Photo by Ken30684/Flickr CC
I have to admit that after a trip to the High Five Bar, I'm swooning over the "Japanese Way" of bartending. Perhaps it leads me to my biggest faux pas of the evening. When assistant bartender Karita Kazuki of Tender Bar asks me whether I think American bartenders or Japanese bartenders are better, I begrudgingly say, "Japanese."
My wife reminds me that my decision may be guided more by fascination than fact, and I need to learn more before I let my gimlet do the talking. But the truth is, after visiting the top bars in Tokyo I believe that these bars have a sense of detail and service that rivals if not bests America's top bars, at least the ones I know and frequent.
When I order a Blood and Sand, he comments through his assistant that it's a classic that is rarely ordered by his regular clientele. Still, it is perfectly made.

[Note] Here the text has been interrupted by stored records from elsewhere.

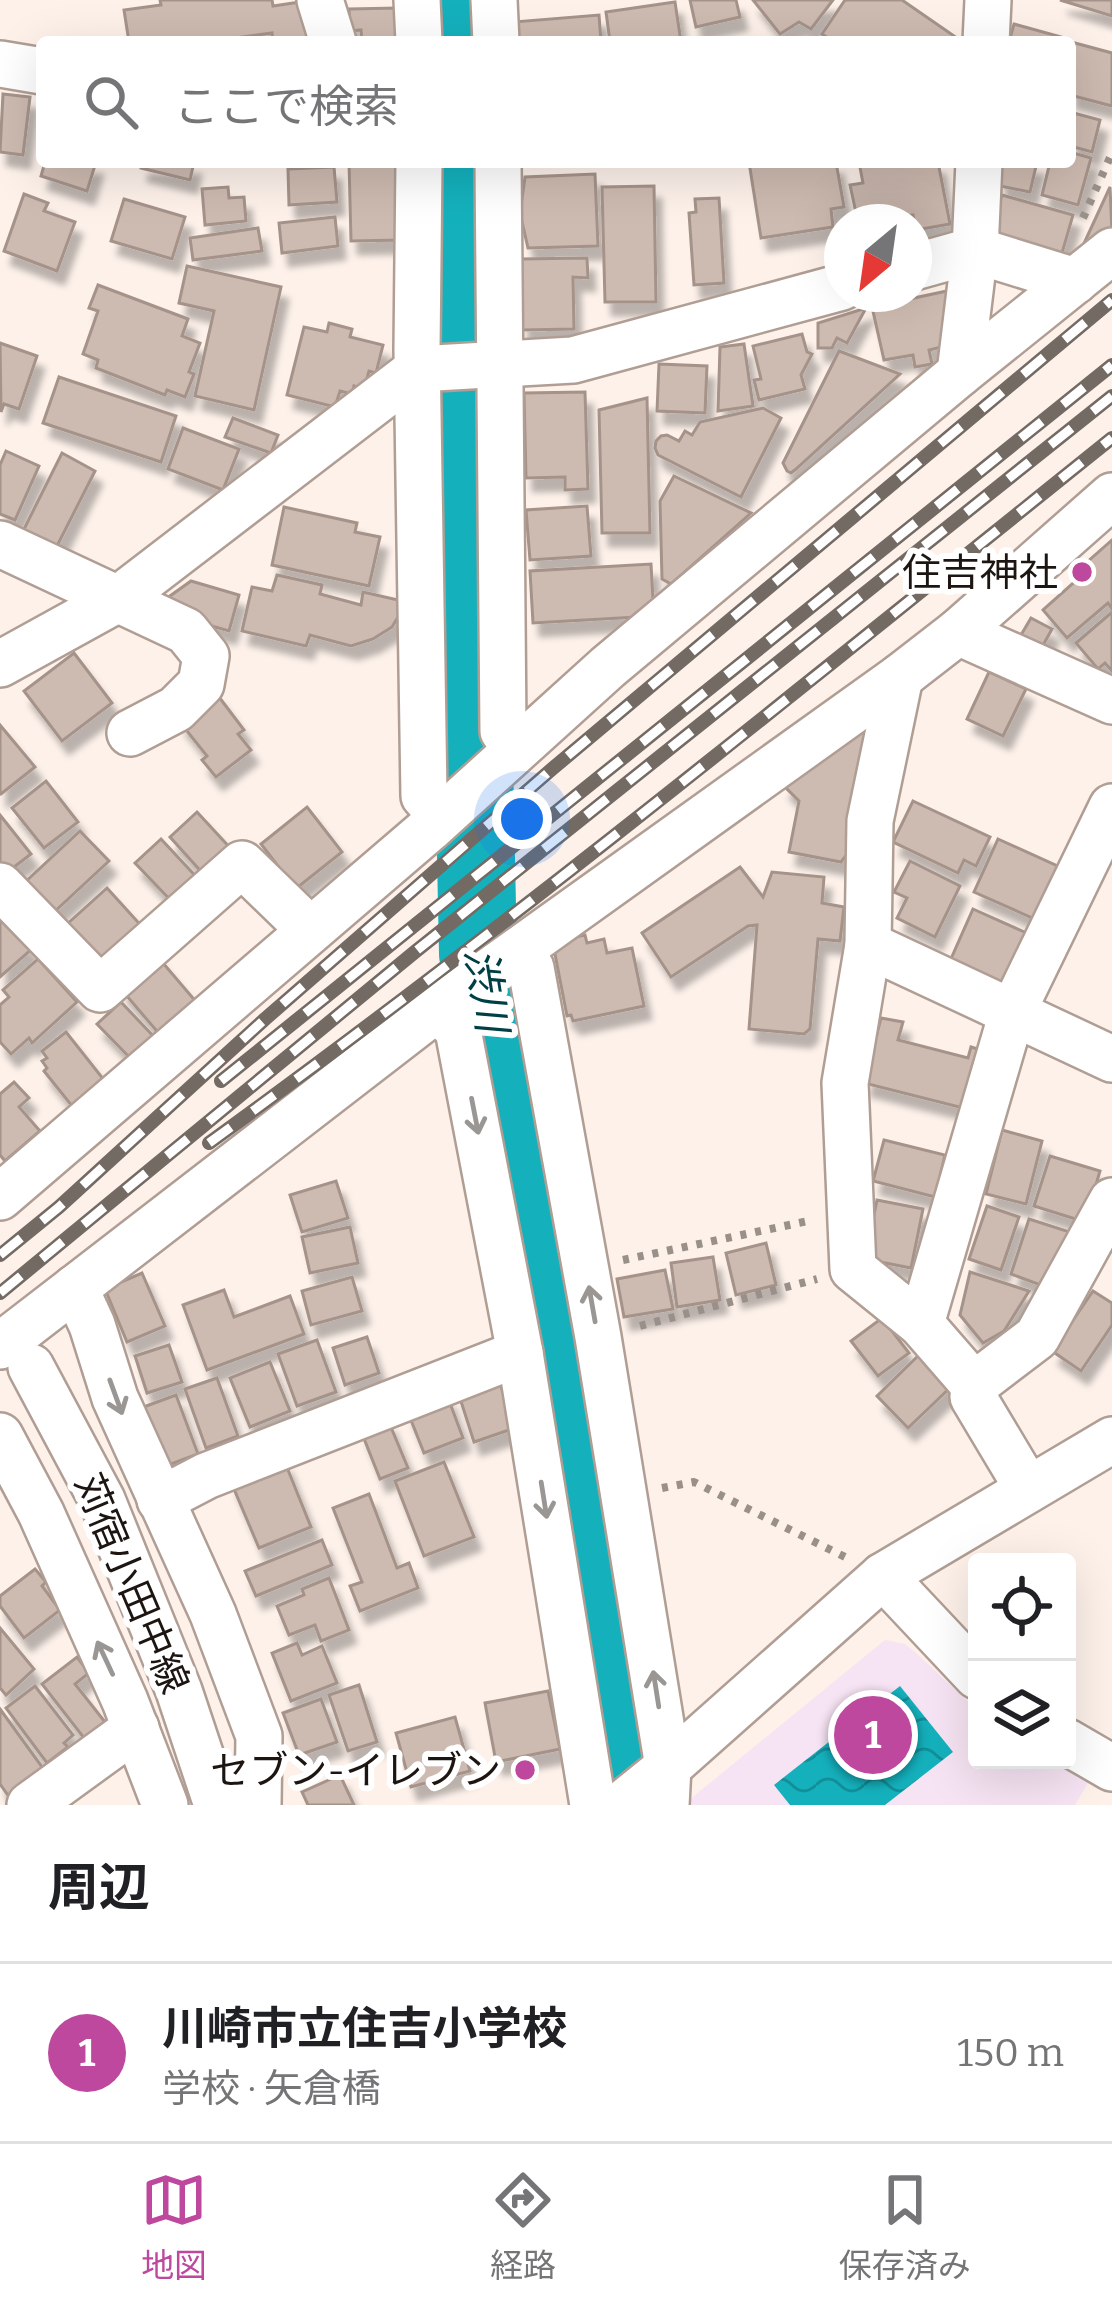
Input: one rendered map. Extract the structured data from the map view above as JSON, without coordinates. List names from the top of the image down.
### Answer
{
  "streets": {
    "street": ["苅宿小田中線"]
  },
  "water": ["渋川"],
  "places": ["住吉神社", "セブン-イレブン"],
  "north": "bottom left",
  "page": {
    "search": "ここで検索",
    "pins": "1",
    "heading": "周辺",
    "list": [
      {
        "mark": "1",
        "name": "川崎市立住吉小学校",
        "note": "学校 · 矢倉橋",
        "value": "150 m"
      }
    ],
    "nav": ["地図", "経路", "保存済み"]
  }
}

What really went to my head isn't necessarily the alcohol but watching Tender Bar's master bartender Kazuo Ueda's rigorous "hard shake," which has been described in detail elsewhere. It's mesmerizing and the result is undeniably delicious. His gimlet is made of Gordon's gin, fresh lime juice and sugar syrup, which some would argue is not a true gimlet except that when you take a sip you're transported--this is a gimlet. The aromatic profile is a tad more generous then using preserved lime but the consistency is weighty and seamless. Sailors would have been lucky to drink this cocktail on a long voyage.
Tender Bar is a sleek, stylish lounge with an army of white-tuxedo-clad bartenders catering to fewer than 35 seats. Despite the language barrier, Ueda-san is a marvelous host. His interest in his guests is high. Ueda-san congratulates us upon learning that we were recently married. When I order a Blood and Sand, he comments through his assistant that it's a classic that is rarely ordered by his regular clientele. Still, it is perfectly made.

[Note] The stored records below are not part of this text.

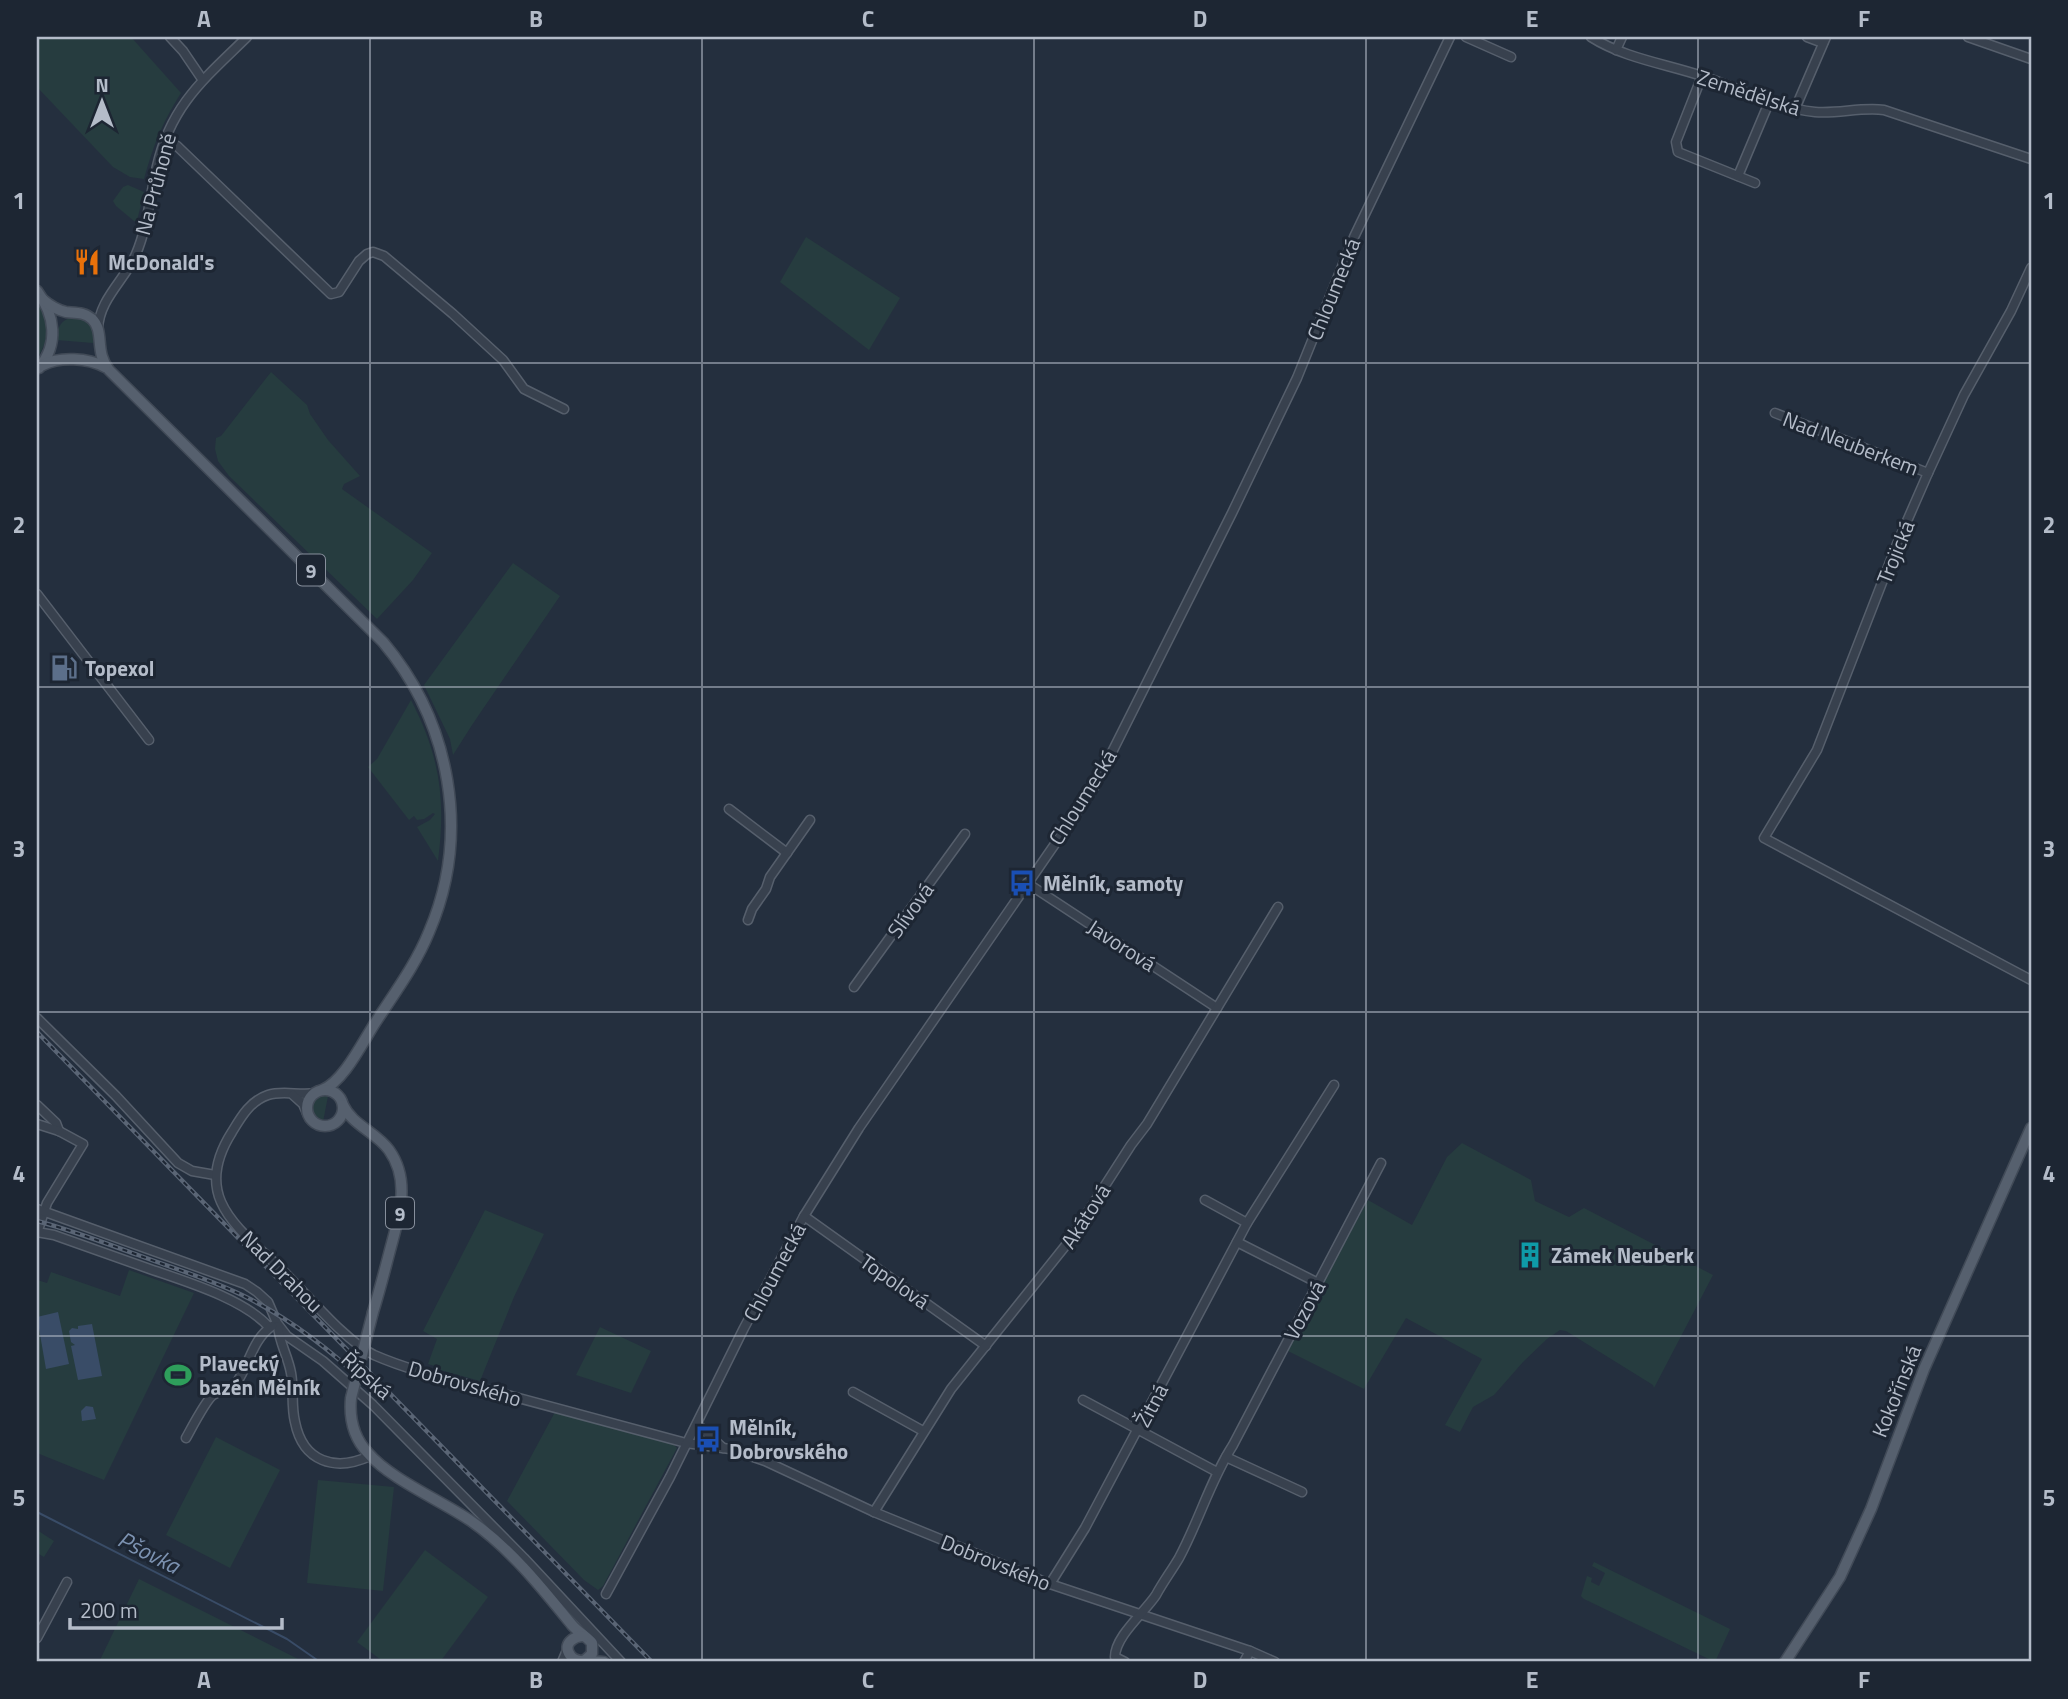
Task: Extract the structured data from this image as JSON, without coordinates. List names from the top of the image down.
{
  "streets": {
    "main road": ["9", "Kokořínská"],
    "street": [
      "Zemědělská",
      "Na Průhoně",
      "Chloumecká",
      "Nad Neuberkem",
      "Trojická",
      "Slívová",
      "Javorová",
      "Akátová",
      "Nad Drahou",
      "Topolová",
      "Vozová",
      "Řípská",
      "Dobrovského",
      "Žitná"
    ]
  },
  "crossings": [
    ["Na Průhoně", "9"],
    ["Chloumecká", "Javorová"],
    ["Chloumecká", "Topolová"],
    ["Chloumecká", "Dobrovského"],
    ["Nad Neuberkem", "Trojická"],
    ["Javorová", "Akátová"],
    ["Akátová", "Topolová"],
    ["Akátová", "Dobrovského"],
    ["Nad Drahou", "Dobrovského"],
    ["Vozová", "Dobrovského"],
    ["Dobrovského", "Žitná"]
  ],
  "water": ["Pšovka"],
  "places": {
    "restaurant": ["McDonald's"],
    "fuel station": ["Topexol"],
    "bus stop": ["Mělník, samoty", "Mělník, Dobrovského"],
    "building": ["Zámek Neuberk"],
    "sports": ["Plavecký bazén Mělník"]
  },
  "scale_bar": "200 m",
  "north": "top",
  "grid": {
    "columns": [
      "A",
      "B",
      "C",
      "D",
      "E",
      "F"
    ],
    "rows": [
      "1",
      "2",
      "3",
      "4",
      "5"
    ]
  }
}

Ueda-san has been bartending for 45 years, graduating Bartending School in 1966. He is a spry 64 years old. He further learned as an apprentice to Mr. Kiyoshi Imai, also known as "Mr. Martini." The craft of bartending in Japan is something young bartenders must study and perfect before they gain Ueda's post. Ueda-san is both the head bartender/owner of Tender Bar since 1996 and very active in the Japanese bartending community, and he's published several books.
The craft of bartending reached Japan at the height of America's bartender culture, at the end of the 19th century. Some would argue that a German bartender, Louis Eppinger, who tended bar in San Francisco and was a contemporary of the great William "Cocktail Bill" Boothby, helped to bring the craft to the island when he managed the Grand Hotel in Yokohama. What was forcefully abandoned here by prohibition was gleefully embraced in Japan, where it has overtones of the tea ceremony and sushi counters. They have copied classic bartending culture perfectly while adding their own cultural touches.
Regardless of my fascination, I do retract my statement. The U.S. has some of the best bartenders in the world, but the point is taken--the world has learned our craft and taken lessons to heart that some American bartenders have long forgotten. Fortunately, it's not a competition, and we can learn from each other. If you make it to Tokyo, drop by Tender Bar and enjoy the education of bartending master Kazuo Ueda by the glass.